Activity
Exactly how many lines in the data below contain the string "lineCap"? Give that number and nothing else.

**** Given data

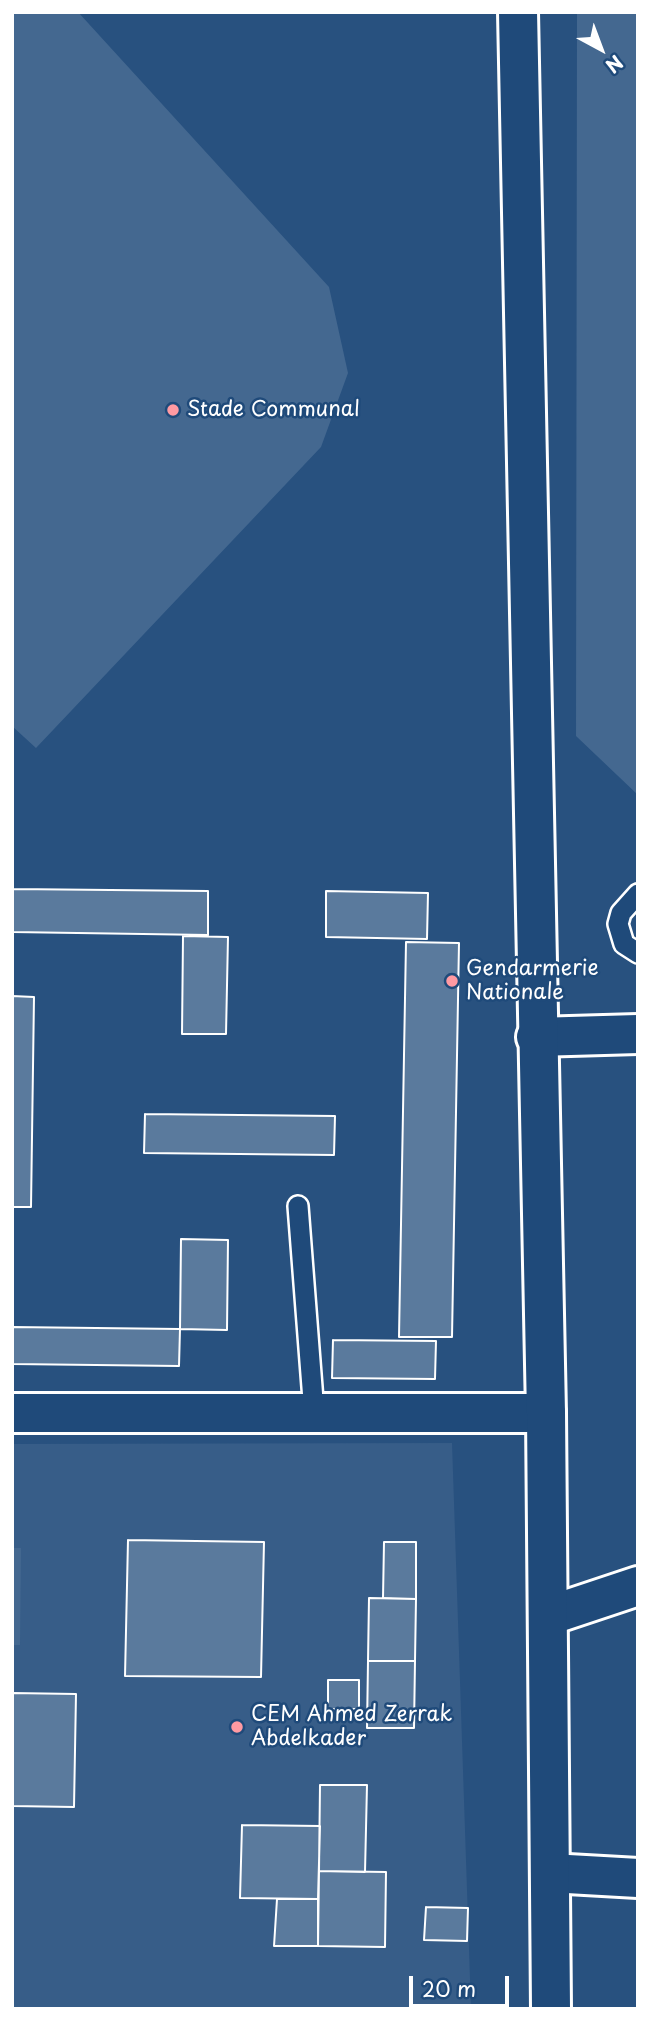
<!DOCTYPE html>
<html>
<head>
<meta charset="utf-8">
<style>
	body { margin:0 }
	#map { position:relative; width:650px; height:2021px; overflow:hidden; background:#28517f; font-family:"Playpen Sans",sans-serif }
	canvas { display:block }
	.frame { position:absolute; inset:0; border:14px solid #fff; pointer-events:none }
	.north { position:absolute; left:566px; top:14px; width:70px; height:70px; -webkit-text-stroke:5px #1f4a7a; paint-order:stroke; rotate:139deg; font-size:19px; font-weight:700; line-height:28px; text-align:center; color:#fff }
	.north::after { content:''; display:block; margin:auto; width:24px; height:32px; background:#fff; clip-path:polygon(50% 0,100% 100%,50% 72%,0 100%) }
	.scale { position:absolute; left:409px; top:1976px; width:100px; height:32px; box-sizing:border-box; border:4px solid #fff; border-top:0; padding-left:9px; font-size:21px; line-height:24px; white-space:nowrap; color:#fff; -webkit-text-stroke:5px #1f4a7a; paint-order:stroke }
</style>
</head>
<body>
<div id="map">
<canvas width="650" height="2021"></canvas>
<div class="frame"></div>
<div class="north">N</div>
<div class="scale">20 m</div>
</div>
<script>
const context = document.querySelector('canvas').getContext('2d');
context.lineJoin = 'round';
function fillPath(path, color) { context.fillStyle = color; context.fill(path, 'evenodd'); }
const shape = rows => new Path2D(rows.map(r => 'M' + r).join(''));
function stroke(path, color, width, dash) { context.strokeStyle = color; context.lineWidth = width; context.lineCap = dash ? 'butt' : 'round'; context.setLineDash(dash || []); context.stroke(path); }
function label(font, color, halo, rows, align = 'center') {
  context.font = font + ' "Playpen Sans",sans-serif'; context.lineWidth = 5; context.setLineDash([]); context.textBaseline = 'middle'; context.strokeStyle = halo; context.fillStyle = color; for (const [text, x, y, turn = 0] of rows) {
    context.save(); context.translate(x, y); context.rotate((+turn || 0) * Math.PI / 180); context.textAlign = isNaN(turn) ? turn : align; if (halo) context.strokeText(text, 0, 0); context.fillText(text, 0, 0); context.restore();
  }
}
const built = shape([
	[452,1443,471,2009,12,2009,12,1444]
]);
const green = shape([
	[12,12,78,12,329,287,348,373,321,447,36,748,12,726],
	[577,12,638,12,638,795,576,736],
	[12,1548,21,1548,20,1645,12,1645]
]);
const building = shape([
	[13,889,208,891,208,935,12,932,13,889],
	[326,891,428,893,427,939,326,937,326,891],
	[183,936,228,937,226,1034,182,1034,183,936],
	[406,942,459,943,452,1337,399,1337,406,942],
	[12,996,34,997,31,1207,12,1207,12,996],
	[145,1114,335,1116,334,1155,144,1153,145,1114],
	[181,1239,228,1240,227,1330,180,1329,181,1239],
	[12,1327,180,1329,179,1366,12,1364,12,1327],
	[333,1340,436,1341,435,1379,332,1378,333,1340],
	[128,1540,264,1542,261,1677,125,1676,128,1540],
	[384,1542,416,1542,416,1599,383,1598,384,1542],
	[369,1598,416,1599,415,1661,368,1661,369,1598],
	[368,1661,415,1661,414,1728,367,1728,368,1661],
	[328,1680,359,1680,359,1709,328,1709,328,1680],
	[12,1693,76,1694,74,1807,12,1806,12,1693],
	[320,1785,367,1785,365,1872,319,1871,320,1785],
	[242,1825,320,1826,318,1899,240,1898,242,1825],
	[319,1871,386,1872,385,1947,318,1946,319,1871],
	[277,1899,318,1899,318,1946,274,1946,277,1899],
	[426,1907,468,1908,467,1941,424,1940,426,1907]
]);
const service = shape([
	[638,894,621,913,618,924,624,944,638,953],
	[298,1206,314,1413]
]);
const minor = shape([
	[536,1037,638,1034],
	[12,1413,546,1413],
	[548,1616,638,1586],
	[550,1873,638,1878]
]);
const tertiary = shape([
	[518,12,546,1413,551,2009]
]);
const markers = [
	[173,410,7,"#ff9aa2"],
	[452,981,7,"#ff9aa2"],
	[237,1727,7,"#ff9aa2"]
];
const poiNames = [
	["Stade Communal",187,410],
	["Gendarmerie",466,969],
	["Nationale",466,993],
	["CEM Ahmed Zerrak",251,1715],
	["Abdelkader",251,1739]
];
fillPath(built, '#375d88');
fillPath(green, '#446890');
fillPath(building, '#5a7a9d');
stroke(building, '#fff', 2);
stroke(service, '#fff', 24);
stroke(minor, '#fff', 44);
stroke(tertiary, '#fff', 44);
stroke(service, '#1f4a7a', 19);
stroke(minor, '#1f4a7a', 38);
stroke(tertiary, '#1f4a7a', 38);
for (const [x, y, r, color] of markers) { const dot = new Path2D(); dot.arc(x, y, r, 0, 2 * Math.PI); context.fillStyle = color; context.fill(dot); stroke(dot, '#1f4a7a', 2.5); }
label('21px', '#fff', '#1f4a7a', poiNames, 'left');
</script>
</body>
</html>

********
**** Given data

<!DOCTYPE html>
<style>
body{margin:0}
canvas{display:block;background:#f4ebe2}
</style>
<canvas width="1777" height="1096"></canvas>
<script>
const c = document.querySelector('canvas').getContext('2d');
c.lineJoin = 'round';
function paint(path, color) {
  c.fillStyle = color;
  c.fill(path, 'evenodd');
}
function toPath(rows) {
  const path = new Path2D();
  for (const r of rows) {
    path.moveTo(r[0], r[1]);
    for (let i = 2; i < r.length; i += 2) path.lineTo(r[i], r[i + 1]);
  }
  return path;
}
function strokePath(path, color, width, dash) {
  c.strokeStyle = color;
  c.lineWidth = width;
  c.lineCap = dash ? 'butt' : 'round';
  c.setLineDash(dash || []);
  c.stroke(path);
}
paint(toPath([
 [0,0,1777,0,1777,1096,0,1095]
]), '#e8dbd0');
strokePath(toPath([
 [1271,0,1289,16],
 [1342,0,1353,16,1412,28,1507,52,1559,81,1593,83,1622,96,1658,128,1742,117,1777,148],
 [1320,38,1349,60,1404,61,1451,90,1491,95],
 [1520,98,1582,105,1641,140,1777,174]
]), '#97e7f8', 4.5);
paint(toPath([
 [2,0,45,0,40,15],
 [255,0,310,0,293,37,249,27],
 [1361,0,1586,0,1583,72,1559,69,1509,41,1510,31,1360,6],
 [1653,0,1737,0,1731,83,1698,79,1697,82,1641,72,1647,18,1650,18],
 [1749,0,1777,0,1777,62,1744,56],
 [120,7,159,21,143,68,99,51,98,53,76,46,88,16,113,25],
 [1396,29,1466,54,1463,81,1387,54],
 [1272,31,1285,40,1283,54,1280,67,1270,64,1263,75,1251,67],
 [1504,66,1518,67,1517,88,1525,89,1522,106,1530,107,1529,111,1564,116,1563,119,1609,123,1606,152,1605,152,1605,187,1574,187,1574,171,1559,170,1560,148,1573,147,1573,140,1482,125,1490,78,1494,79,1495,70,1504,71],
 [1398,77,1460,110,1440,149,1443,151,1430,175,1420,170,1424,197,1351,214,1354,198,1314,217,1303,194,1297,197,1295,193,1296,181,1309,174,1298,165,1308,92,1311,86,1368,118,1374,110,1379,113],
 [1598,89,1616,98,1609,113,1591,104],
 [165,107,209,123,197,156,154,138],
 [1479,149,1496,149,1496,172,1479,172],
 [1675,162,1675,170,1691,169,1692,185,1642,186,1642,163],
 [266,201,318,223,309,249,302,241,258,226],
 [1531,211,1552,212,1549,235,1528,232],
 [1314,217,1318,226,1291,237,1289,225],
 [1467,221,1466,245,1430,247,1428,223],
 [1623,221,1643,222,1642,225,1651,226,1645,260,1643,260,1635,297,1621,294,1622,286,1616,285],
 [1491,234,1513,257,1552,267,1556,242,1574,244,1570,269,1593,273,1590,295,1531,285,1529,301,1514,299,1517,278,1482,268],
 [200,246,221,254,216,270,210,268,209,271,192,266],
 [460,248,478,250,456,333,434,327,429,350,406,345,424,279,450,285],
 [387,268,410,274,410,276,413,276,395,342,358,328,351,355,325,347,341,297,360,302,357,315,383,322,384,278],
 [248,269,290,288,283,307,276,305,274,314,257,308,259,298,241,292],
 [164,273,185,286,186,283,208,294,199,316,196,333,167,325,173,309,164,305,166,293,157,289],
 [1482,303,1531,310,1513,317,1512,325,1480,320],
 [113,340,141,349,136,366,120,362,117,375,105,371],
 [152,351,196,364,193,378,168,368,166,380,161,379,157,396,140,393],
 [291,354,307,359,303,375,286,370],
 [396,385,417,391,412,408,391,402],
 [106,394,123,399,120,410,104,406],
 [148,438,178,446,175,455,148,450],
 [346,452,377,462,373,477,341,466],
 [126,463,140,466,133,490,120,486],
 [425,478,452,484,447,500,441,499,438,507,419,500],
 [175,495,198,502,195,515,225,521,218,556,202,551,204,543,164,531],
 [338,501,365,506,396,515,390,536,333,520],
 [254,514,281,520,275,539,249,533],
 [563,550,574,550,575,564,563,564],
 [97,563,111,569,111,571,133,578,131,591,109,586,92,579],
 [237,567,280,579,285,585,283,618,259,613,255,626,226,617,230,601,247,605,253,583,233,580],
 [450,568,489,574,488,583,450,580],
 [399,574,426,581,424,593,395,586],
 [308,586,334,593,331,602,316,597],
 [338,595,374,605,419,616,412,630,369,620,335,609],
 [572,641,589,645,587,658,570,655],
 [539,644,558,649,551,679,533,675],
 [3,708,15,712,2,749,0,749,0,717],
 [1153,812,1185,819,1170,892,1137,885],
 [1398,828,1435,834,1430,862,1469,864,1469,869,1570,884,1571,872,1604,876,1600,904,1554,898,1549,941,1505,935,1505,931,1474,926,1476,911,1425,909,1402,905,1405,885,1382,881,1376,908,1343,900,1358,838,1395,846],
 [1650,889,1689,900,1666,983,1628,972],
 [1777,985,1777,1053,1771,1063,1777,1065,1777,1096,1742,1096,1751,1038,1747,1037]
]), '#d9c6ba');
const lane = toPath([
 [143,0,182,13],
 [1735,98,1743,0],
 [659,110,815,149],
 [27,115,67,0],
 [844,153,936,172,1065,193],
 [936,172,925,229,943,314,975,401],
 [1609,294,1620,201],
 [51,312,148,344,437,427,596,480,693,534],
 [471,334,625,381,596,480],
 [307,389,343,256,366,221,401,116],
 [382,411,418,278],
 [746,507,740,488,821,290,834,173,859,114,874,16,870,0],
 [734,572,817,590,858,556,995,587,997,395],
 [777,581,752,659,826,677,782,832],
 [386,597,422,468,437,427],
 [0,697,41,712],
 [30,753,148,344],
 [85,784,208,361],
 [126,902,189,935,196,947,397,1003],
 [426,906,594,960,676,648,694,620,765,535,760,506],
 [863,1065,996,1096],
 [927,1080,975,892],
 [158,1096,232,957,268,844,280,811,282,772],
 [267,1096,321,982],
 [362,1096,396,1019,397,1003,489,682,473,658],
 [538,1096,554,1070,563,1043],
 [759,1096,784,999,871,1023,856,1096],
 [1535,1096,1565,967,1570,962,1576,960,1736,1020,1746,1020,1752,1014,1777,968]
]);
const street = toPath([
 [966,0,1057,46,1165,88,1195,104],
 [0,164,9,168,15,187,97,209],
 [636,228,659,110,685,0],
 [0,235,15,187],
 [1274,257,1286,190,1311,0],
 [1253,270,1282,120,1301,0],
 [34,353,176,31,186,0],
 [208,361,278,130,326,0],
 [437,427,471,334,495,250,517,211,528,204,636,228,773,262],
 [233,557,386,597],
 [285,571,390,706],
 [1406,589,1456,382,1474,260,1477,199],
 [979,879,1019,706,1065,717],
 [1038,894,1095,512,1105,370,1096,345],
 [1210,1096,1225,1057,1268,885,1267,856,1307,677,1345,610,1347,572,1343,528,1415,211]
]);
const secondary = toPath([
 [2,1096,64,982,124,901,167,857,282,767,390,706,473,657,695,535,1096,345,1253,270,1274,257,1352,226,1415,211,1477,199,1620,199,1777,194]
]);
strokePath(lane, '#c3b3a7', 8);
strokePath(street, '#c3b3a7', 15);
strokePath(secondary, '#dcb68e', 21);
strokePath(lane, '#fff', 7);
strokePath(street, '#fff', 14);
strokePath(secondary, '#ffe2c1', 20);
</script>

********

Solution to this exercise
2